MANKATO — I appreciate the recent article in The Free Press, “Tooth decay in state children growing worse,” regarding the $148 million spent from 2007-2010 in emergency department charges in Minnesota for preventable, non-traumatic conditions that could have been treated in a dental office.
Do you know how many dental exams could be done with $149 million in wasted emergency visits? Divide it by $250, that equals 596,000 children who could have received care.
The state insurance plans puts more value in dental emergency room visits than providing correct reimbursements to the dental provider. At the present time, the reimbursement from the state does not even cover the costs of infection control, OSHA mandates, employee mandates, federal mandates of electronic record keeping that a dental office has to expense before even seeing these children.
There was an office in Southern Minnesota called Main Street Dental of Blooming Prairie and its mission was to take care of the poor population. They had over 25,000 visits a year. They closed in January 2012 because the reimbursements were only 25 percent of the fees charged for dental care from the state of Minnesota insurance contracts. If the state insurance companies that won the contracts would reimburse at least 75 percent of the fees the dental provider charges, I guarantee that there would be more dental providers able to afford to take care of these children.

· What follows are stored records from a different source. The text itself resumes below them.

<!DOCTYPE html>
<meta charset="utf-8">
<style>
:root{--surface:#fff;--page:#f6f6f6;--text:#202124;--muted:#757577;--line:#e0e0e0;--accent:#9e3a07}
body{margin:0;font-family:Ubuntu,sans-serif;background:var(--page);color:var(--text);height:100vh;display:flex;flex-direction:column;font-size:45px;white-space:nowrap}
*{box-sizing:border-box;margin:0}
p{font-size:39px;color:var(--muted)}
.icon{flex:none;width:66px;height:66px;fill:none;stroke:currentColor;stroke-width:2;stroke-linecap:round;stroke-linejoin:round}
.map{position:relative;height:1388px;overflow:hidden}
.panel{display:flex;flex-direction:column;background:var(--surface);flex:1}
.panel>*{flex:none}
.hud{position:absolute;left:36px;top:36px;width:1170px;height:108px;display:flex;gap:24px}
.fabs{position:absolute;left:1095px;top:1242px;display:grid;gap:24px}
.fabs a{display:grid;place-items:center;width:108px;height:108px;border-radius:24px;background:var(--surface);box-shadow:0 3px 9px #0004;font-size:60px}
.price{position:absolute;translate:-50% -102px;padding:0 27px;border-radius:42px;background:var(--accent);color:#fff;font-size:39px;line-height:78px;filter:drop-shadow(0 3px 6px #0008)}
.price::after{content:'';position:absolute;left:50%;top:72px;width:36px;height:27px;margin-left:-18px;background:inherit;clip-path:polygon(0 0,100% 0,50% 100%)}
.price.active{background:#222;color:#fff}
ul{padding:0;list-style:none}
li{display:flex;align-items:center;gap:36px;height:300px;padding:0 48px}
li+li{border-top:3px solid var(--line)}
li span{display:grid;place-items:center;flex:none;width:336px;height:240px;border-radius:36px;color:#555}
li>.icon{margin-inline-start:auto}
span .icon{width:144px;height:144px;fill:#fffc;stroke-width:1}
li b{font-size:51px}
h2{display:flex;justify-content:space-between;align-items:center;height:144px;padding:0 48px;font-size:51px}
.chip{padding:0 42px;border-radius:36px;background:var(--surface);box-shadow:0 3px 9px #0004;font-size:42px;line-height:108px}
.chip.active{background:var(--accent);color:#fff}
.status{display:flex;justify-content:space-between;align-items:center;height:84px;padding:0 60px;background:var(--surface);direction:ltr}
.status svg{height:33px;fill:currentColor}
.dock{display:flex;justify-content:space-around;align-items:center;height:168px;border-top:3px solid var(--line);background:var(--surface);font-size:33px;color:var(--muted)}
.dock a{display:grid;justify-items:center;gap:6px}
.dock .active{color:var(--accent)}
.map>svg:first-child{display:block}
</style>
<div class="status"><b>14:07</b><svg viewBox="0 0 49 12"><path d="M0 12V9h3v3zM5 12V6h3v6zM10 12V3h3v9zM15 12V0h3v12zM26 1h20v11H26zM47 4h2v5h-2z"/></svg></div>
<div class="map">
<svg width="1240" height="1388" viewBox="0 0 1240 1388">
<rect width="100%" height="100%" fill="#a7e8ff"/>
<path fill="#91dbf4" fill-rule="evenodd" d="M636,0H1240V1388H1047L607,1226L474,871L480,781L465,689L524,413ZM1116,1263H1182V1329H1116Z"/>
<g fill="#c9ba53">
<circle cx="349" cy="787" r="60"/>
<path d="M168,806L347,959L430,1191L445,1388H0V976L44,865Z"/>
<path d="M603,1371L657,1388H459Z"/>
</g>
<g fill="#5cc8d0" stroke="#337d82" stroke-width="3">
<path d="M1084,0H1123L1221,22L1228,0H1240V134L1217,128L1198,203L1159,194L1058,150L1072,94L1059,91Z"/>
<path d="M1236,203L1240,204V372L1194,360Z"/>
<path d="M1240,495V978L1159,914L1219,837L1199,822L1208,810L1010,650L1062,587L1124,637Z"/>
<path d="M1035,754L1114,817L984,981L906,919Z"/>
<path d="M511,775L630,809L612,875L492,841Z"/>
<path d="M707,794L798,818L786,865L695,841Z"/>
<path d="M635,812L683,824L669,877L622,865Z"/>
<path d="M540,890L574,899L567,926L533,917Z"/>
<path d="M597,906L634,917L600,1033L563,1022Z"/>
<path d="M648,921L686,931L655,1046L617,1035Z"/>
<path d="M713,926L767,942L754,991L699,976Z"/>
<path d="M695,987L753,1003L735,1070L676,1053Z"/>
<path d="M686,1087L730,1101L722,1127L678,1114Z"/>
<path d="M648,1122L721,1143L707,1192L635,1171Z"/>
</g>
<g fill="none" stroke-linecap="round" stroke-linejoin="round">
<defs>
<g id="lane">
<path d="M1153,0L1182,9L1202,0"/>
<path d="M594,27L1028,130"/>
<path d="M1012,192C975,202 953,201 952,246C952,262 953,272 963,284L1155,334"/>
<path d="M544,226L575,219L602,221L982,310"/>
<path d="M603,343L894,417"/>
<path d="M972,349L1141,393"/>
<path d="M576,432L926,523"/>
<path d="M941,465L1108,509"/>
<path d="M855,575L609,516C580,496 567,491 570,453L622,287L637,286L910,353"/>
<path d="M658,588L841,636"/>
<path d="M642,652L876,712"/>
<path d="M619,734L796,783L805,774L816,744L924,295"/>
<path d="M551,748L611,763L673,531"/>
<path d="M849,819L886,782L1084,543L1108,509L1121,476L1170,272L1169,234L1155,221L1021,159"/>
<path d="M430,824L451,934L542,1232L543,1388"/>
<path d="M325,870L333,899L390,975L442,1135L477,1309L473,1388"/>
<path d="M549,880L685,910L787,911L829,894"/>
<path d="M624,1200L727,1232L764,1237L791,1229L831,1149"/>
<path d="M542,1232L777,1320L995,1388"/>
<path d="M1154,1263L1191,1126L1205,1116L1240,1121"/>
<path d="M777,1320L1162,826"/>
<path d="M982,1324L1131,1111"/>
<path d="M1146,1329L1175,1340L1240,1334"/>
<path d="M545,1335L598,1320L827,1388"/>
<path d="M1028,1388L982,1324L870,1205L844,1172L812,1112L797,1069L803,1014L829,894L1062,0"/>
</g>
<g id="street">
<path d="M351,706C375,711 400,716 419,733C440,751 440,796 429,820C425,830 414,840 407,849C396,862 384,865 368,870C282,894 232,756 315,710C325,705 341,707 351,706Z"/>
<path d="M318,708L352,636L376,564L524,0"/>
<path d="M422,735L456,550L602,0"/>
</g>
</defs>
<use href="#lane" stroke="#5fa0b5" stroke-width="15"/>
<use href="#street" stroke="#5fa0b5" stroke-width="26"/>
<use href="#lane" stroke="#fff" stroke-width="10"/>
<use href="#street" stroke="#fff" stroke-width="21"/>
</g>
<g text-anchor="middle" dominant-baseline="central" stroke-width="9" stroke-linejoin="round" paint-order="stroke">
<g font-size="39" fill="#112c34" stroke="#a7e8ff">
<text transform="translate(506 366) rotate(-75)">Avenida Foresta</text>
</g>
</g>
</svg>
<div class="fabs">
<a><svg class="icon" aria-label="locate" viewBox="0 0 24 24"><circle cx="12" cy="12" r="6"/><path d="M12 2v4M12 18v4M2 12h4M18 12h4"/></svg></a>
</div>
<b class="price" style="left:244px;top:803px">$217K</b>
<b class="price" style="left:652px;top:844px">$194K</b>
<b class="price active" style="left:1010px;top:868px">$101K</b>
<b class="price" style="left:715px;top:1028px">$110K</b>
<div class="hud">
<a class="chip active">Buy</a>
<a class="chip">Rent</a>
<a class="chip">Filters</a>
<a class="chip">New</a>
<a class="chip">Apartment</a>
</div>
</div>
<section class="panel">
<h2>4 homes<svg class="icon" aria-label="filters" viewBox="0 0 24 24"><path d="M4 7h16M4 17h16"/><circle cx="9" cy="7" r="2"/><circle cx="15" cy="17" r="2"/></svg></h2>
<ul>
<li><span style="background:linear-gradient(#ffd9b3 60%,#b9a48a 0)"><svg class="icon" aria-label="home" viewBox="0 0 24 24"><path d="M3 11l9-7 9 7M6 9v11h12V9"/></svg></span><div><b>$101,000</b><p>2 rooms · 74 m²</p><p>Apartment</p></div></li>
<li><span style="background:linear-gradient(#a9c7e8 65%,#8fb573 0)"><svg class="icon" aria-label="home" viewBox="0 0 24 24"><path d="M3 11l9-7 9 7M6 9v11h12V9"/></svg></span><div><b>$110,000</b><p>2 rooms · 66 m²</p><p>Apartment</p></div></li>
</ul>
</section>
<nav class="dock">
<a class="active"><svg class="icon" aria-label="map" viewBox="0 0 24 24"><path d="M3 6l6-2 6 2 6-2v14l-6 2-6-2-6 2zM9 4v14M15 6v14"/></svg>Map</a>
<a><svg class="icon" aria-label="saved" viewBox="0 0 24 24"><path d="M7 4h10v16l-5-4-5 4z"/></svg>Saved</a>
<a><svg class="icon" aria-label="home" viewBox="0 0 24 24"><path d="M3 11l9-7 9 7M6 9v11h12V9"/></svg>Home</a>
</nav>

What was the dental emergency room visit payment made to the hospital? I guarantee it was more than the reimbursement that the dental provider gets for a dental health exam. The other interesting piece to this complicated puzzle is that the insurance companies that win the bid to manage the insurance for the poor do not have to be audited by law. Last year, UCare insurance company, out of the goodness of their heart, gave $30 million back to the state of Minnesota after a whistle blower made it aware to our elected officials that insurance companies that won the state contracts were profiting from these state contracts. 120,000 children in Minnesota could have seen their dentist with those dollars.